Strategy shares fell to nearly a two-year low Wednesday, deepening the drawdown in Michael Saylor’s Bitcoin treasury vehicle as BTC traded far below the company’s average purchase price. MSTR
Strategy shares fell to nearly a two-year low Wednesday, deepening the drawdown in Michael Saylor’s Bitcoin treasury vehicle as BTC traded far below the company’s average purchase price.
MSTR recently traded near $103.84, leaving the stock down more than 80% from its peak and pushing the company’s equity value far below the headline value of its Bitcoin stack. Strategy’s market capitalization stood near $35 billion, while its 847,363 BTC treasury was worth roughly $53 billion at the current Bitcoin price.
That comparison is not the same as clean net asset value, because Strategy also carries preferred stock, debt, cash reserves and operating assets. The market reaction still shows how far investor appetite has fallen for the leveraged Bitcoin-equity model that made MSTR one of the biggest winners of the last cycle.
Strategy’s own Bitcoin purchase tracker lists 847,363 BTC acquired for about $64.1 billion at an average cost of $75,651 per coin. With Bitcoin trading near $62,500, the position is carrying an unrealized loss of roughly $11.1 billion on a spot-price basis.
Latest Buy Fails To Calm Capital-Structure Fears
Strategy added 520 BTC between June 15 and June 21 for about $34.9 million, paying an average price of $67,068 per coin. The purchase was small compared with prior accumulation waves, and it landed while the stock remained under pressure from weak Bitcoin prices, preferred-stock discounts and cash-reserve questions.
The company’s June 22 update also showed a $1.4 billion USD reserve, up from the prior week. That reserve is designed to support preferred dividends and debt interest, but investors have been watching how quickly those obligations can consume liquidity if Bitcoin stays weak and equity issuance becomes less attractive.

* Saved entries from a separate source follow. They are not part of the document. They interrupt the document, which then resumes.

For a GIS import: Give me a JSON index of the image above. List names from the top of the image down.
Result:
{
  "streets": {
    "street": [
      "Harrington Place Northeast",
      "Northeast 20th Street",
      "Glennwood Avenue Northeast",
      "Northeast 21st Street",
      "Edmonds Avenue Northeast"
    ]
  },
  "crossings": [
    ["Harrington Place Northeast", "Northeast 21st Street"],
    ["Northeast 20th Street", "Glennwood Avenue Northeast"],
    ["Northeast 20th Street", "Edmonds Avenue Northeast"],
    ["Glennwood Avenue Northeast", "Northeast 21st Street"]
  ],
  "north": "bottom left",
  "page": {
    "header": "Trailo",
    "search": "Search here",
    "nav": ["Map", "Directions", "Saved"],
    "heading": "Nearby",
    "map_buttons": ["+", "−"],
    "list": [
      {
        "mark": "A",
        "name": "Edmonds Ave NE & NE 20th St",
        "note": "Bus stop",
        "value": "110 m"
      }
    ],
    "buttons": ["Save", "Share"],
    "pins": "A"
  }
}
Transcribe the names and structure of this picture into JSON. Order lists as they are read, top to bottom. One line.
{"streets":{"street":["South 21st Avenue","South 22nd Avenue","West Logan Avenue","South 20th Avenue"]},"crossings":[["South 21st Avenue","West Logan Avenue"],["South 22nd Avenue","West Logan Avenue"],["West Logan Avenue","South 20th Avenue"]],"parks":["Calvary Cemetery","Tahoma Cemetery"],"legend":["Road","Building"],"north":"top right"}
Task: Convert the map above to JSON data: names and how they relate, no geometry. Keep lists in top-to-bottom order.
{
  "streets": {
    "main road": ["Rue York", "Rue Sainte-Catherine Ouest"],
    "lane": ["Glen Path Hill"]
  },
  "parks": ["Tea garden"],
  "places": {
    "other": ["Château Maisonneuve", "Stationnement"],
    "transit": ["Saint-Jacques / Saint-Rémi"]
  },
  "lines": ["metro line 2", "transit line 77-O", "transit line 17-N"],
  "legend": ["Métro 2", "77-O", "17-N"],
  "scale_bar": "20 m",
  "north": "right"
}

The pressure is most visible in Strategy’s preferred-stock complex. STRC, the company’s floating-rate monthly preferred, has traded well below its $100 stated amount, raising concern that investors now require much higher yield to keep financing Strategy’s Bitcoin strategy. Recent market coverage has already shown how STRC’s discount has tested preferred-stock demand as Bitcoin weakness and dividend obligations collide.
CryptoQuant has urged Strategy to pause new Bitcoin purchases and rebuild cash reserves, arguing that the company should prioritize balance-sheet coverage before expanding its BTC stack again. That warning lines up with the market’s current pricing: common shareholders are no longer rewarding every incremental Bitcoin buy the way they did when MSTR traded at a larger premium to its holdings.
Dividend Coverage Becomes The Harder Metric
Strategy’s problem is no longer only whether Bitcoin eventually recovers. The stock is now being priced against dividend coverage, cash reserves, preferred-stock yields, dilution risk and the company’s ability to keep raising capital without weakening Bitcoin per share.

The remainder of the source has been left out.